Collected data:
+ + +
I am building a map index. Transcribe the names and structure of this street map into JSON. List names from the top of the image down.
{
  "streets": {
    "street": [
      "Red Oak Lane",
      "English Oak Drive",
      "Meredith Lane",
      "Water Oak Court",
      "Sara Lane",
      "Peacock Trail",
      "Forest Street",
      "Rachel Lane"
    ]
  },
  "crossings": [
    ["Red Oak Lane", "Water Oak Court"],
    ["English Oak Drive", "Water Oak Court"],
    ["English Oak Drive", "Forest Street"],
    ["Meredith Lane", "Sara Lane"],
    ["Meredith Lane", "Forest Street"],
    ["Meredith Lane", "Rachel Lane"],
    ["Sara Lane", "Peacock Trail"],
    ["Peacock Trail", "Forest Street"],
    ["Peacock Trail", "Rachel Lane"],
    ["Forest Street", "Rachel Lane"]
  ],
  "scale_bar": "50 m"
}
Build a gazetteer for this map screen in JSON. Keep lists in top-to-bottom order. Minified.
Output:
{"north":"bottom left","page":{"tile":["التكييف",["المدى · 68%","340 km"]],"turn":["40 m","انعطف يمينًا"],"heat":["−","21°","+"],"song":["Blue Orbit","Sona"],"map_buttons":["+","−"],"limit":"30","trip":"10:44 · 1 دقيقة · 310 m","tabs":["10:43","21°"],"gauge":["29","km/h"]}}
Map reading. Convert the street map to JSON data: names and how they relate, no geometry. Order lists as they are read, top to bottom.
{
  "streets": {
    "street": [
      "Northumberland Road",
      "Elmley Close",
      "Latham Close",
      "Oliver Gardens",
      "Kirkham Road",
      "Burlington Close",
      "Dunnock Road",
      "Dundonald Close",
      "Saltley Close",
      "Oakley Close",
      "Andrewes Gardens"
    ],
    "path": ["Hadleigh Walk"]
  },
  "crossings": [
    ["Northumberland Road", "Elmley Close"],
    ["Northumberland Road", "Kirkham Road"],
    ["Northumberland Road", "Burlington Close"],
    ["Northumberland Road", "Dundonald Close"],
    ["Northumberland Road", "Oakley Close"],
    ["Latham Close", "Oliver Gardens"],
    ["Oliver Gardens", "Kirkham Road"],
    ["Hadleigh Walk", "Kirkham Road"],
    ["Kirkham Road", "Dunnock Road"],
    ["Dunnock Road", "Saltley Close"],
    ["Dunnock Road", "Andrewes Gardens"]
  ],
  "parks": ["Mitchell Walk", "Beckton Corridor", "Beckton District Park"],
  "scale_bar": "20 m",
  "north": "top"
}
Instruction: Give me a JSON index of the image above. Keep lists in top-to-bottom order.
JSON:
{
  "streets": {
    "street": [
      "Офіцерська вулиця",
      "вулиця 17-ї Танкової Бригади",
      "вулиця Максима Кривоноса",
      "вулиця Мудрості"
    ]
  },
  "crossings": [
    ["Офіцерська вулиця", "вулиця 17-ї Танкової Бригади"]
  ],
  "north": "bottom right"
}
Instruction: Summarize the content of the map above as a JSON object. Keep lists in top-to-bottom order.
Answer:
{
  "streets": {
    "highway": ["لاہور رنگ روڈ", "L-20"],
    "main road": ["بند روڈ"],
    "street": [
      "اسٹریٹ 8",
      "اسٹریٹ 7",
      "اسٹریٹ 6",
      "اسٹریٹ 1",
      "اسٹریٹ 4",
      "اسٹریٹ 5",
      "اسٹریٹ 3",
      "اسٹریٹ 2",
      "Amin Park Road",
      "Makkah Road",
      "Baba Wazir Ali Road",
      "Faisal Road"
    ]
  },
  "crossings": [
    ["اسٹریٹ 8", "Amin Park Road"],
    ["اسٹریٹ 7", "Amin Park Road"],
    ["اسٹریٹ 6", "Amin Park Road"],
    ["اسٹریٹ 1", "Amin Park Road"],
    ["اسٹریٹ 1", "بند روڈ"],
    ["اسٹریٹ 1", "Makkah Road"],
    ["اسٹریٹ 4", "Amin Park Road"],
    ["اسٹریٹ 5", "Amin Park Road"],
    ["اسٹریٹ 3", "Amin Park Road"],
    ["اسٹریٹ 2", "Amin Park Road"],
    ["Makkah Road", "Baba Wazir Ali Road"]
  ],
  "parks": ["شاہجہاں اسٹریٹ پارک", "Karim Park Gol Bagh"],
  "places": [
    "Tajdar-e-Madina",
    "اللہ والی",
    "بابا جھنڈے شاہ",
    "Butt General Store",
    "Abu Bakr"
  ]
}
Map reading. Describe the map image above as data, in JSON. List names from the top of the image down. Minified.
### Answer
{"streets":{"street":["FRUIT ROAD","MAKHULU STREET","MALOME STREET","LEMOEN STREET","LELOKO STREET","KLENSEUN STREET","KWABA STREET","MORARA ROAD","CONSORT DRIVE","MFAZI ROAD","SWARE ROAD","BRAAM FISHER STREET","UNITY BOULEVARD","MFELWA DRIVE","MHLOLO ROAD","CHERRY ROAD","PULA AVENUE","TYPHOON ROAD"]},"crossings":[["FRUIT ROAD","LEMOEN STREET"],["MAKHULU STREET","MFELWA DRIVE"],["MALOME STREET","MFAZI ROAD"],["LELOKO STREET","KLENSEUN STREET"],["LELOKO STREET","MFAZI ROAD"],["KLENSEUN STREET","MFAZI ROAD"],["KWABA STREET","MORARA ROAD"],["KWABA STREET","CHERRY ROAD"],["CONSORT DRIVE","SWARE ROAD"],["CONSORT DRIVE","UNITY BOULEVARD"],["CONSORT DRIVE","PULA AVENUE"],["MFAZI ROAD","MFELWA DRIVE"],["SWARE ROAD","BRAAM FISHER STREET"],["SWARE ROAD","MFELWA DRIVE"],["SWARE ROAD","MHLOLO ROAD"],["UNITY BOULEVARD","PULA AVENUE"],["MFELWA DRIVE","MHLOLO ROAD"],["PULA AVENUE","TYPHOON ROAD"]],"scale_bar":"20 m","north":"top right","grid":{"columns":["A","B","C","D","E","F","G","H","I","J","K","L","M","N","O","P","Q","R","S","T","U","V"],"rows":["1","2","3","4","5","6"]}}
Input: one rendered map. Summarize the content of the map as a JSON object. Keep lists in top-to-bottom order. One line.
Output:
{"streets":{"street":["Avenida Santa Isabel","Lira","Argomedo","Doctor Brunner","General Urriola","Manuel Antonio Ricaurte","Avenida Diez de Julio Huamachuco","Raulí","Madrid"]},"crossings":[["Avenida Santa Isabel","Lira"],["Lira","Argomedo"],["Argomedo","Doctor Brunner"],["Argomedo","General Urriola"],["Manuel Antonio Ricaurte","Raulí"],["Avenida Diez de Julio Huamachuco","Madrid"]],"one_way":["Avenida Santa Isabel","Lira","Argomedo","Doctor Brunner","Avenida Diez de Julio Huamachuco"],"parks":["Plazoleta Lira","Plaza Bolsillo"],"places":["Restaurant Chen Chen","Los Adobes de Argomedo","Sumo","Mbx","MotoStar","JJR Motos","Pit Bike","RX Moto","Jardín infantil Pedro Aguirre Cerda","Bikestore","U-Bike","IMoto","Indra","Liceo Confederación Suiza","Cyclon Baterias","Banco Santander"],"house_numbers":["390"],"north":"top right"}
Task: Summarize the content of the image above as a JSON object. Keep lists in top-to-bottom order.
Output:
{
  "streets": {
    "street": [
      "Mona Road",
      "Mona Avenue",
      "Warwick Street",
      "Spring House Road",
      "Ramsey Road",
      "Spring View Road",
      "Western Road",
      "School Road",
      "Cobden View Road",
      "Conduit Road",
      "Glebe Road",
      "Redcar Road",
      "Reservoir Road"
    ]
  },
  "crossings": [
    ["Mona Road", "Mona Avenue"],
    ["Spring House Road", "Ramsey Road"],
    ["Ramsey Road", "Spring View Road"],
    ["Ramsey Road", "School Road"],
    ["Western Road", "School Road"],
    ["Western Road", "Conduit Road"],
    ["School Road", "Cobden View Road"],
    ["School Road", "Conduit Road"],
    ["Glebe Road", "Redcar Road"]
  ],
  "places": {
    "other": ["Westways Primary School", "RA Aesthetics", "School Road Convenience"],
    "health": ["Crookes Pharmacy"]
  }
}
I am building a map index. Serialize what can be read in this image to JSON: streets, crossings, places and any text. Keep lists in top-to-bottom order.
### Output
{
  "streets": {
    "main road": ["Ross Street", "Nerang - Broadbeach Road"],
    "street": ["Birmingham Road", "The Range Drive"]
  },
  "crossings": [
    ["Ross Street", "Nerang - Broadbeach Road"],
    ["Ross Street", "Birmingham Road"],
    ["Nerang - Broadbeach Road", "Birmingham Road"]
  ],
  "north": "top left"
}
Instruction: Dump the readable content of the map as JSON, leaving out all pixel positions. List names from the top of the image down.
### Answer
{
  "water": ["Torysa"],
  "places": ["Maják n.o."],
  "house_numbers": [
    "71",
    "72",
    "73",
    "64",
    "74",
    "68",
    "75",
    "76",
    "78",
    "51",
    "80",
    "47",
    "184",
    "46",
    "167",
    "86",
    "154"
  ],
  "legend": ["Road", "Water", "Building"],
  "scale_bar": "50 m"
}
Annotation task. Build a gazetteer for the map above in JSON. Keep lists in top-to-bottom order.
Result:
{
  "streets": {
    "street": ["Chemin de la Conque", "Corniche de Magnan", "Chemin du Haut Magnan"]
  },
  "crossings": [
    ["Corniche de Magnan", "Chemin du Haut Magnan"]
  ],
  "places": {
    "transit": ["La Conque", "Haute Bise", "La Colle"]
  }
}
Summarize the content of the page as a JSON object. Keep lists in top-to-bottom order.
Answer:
+ + +
» **Work required**
Go through the data above and copy each line in which "content" appears.

» **Answer space**
Instruction: Summarize the content of the map above as a JSON object. Keep lists in top-to-bottom order.
Input: one rendered map. Summarize the content of the map as a JSON object. Keep lists in top-to-bottom order. One line.
Task: Summarize the content of the image above as a JSON object. Keep lists in top-to-bottom order.
Instruction: Dump the readable content of the map as JSON, leaving out all pixel positions. List names from the top of the image down.
Summarize the content of the page as a JSON object. Keep lists in top-to-bottom order.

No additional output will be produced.